BEGIN

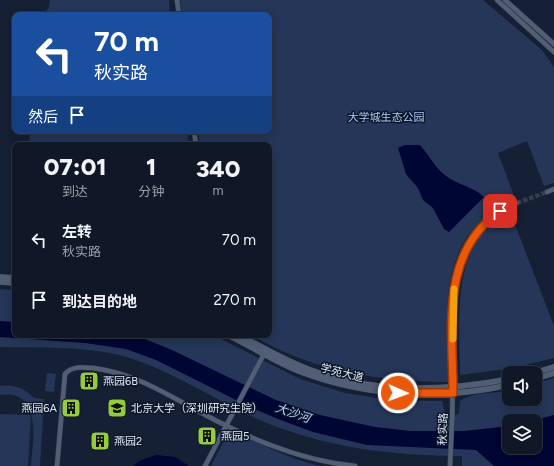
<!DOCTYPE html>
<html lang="zh">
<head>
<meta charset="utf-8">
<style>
	:root { --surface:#101827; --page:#1e2533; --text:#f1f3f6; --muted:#9ca0a7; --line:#303744 }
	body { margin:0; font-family:Figtree,"Noto Sans SC",sans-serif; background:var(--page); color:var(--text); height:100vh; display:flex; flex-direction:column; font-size:15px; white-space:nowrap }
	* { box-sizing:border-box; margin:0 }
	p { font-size:13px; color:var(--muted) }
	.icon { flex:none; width:22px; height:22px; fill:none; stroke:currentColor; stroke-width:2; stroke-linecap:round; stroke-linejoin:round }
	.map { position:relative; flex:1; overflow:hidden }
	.drawer { position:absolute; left:12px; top:142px; width:260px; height:196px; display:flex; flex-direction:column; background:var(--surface); border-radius:8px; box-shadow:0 2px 10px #0003,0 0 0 1px var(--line) }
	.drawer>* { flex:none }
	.guide { position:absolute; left:12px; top:12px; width:260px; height:122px; border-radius:8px; box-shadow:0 2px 10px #0003,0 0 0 1px var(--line); background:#1a4fa0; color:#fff; overflow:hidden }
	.controls { position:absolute; left:502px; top:366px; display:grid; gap:8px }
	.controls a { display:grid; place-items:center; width:40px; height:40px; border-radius:8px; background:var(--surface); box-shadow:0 2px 10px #0003,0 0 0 1px var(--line); font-size:20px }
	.pin { position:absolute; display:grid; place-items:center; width:34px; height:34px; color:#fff; margin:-17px; border-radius:8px; box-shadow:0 2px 6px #0006 }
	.me { position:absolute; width:44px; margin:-22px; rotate:92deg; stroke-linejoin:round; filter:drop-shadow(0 0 3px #0008) }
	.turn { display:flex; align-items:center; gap:14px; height:84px; padding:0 16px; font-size:18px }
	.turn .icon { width:52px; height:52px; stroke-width:2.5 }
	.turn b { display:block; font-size:28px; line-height:34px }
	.then { display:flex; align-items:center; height:38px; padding:0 16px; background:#0003; gap:8px; font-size:15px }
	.eta { display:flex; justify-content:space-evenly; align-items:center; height:68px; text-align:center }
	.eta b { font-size:24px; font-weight:800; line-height:28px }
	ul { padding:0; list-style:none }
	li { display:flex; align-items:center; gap:12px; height:60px; padding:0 16px }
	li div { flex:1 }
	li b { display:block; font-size:15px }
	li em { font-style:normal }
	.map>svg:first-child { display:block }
	.green { fill:#253658; fill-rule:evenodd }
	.water { fill:#000633 }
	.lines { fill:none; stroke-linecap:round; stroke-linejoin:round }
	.minor-tunnel { stroke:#343e51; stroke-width:4.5; stroke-dasharray:4.5 2; stroke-linecap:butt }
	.minor-casing { stroke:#343a4b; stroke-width:5.5 }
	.tertiary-casing { stroke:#343a4b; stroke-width:6 }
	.minor { stroke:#515e75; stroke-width:4.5 }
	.tertiary { stroke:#515e75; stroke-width:5.5 }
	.route-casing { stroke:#983908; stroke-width:10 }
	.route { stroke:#ea580c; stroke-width:7 }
	.slow { stroke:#f59e0b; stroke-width:7 }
	.labels { text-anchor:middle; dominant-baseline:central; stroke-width:3; stroke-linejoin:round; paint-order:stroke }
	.park-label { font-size:11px; fill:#adc6f5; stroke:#0d172a }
	.street-label { font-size:11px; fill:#e0e7f5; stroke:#0d172a }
	.poi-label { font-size:11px; fill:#e0e7f5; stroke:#0d172a; text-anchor:start }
	.water-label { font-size:12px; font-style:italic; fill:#b2cbfa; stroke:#0d172a }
</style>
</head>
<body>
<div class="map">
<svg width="554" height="466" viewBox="0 0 554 466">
	<rect width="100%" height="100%" fill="#162034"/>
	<!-- green -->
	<path class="green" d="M 50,0 L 169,0 L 170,15 L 43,15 L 49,7 Z
		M 180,0 L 483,0 L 542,50 L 554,67 L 554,183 L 544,186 L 527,141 L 498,153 L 516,201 C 436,230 445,312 451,382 C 382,382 312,372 252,335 L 269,335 L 269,145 L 200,145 L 198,131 L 269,131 L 269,15 L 182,15 Z
		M 30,131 L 187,131 L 189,145 L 29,145 Z
		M 511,214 L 554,326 L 554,358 L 513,368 L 460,375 C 460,334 453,269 481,235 C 489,227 501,220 511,214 Z
		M 0,289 L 15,290 L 15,335 L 213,335 L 300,379 L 345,393 L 389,400 L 442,401 L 446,416 L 459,414 L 460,401 C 472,392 494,393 509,391 L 509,399 L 535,399 L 535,384 L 554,378 L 554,466 L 462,466 L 462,456 C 391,456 321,447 255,418 C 211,398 161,364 115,354 C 78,346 38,348 0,347 ZM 509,421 L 535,421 L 535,447 L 509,447 Z
		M 47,373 L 56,374 L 54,392 L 45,391 Z
		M 0,386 C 13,384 25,388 34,398 L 44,399 L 40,466 L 31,466 C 33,440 43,389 0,395 Z
		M 0,414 L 31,415 L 28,466 L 0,466 Z
		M 229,431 L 295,459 L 319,466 L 211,466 Z"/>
	<!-- water -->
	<path class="water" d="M 405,145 L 420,145 C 429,155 435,168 446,176 C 458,185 472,186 484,197 L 449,232 L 444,229 L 433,208 L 423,200 L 418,188 L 406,174 L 398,148 Z
		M 0,321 L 15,322 L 15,335 L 135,335 L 172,350 L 276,400 L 320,415 L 375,427 L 410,431 L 464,431 L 509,426 L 509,447 L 535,447 L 535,421 L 531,421 L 554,415 L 554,466 L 494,466 L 476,450 L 367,445 L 313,432 L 278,419 L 252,408 L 156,360 L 126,349 L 85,343 L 0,337 Z
		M 156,455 L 175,457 L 189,466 L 133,466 L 141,460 Z"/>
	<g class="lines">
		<!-- minor-tunnel -->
		<path class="minor-tunnel" d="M 517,203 L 547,192"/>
		<!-- minor casing -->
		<g class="minor-casing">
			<path id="minor" d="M 177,0 L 179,15
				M 497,0 L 554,52
				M 505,0 L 554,44
				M 194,131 L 196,145
				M 547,192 L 554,189
				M 57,466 L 65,374 C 72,366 82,367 93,368 C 142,374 179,403 223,424 C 239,432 256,440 273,446 C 299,456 327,463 355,466
				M 205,466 L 264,354
				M 450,466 C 452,432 453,399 453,365 C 453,297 444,237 517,203"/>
		</g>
		<!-- tertiary casing -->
		<g class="tertiary-casing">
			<path id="tertiary" d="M 0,277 L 15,278
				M 0,282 L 15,283
				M 228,335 C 252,347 276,362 301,372 C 367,397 441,400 509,385
				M 239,335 C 262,347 284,360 308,369 C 372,393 442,392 509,379
				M 534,373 L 554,367
				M 535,379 L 554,373"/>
		</g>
		<!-- minor -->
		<use href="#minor" class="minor"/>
		<!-- tertiary -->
		<use href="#tertiary" class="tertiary"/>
	</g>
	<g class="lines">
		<!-- route casing -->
		<g class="route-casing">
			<path id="route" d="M 398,393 L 453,393 C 453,328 439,254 500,211"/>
		</g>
		<!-- route -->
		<use href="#route" class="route"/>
		<!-- slow -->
		<path class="slow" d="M 453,339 L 454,289"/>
	</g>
	<!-- icons -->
	<defs>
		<g id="building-square" transform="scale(1)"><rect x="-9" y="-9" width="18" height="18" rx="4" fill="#94cc3c" stroke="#0d172a"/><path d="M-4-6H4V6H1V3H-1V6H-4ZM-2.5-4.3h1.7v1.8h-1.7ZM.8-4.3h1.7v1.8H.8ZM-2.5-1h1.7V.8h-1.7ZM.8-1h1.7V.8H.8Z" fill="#111"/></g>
		<g id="university-square" transform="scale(1)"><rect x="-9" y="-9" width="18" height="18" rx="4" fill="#94cc3c" stroke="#0d172a"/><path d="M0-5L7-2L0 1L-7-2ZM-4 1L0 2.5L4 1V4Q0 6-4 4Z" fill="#111"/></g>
	</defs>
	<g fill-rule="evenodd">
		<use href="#building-square" x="89" y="381"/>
		<use href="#building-square" x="71" y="408"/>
		<use href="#university-square" x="117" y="408"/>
		<use href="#building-square" x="207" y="436"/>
		<use href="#building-square" x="100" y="441"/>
	</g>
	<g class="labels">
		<!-- park labels -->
		<g class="park-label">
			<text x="386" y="117">大学城生态公园</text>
		</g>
		<!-- street labels -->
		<g class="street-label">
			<text transform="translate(342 373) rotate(14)">学苑大道</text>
			<text transform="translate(443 429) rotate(-88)">秋实路</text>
		</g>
		<!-- poi labels -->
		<g class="poi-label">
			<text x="103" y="381">燕园6B</text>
			<text x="57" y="408" text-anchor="end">燕园6A</text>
			<text x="131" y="408">北京大学（深圳研究生院）</text>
			<text x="221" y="436">燕园5</text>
			<text x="114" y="441">燕园2</text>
		</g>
		<!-- water labels -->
		<g class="water-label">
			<text transform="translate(293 413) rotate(19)">大沙河</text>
		</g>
	</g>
</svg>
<div class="controls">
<a><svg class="icon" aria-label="sound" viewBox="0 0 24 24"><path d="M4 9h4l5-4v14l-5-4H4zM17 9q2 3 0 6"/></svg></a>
<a><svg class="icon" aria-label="layers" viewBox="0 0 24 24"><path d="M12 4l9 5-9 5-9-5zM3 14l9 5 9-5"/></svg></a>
</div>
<div class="pin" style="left:500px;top:211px;background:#d93025"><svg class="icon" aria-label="arrive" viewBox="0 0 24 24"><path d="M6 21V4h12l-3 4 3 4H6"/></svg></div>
<svg class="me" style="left:398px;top:393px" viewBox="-20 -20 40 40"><circle r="17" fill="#ea580c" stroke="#fff" stroke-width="3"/><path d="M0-11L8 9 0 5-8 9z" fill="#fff"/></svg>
<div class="guide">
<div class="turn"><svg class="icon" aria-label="left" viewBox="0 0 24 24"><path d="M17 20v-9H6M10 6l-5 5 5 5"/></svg><div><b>70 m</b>秋实路</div></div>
<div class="then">然后<svg class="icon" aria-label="arrive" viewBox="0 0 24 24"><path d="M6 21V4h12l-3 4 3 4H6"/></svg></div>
</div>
<section class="drawer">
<div class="eta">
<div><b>07:01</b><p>到达</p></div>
<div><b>1</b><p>分钟</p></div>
<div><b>340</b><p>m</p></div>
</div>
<ul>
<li><svg class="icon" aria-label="left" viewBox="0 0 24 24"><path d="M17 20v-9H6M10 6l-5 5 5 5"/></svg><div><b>左转</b><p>秋实路</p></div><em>70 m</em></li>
<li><svg class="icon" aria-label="arrive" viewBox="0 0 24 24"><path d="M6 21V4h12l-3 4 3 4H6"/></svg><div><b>到达目的地</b></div><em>270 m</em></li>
</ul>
</section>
</div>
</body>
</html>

END

## Task item
Tally of lines with the word "grid": work out how many lines in the records hold it, and give that number only.

## Result below
3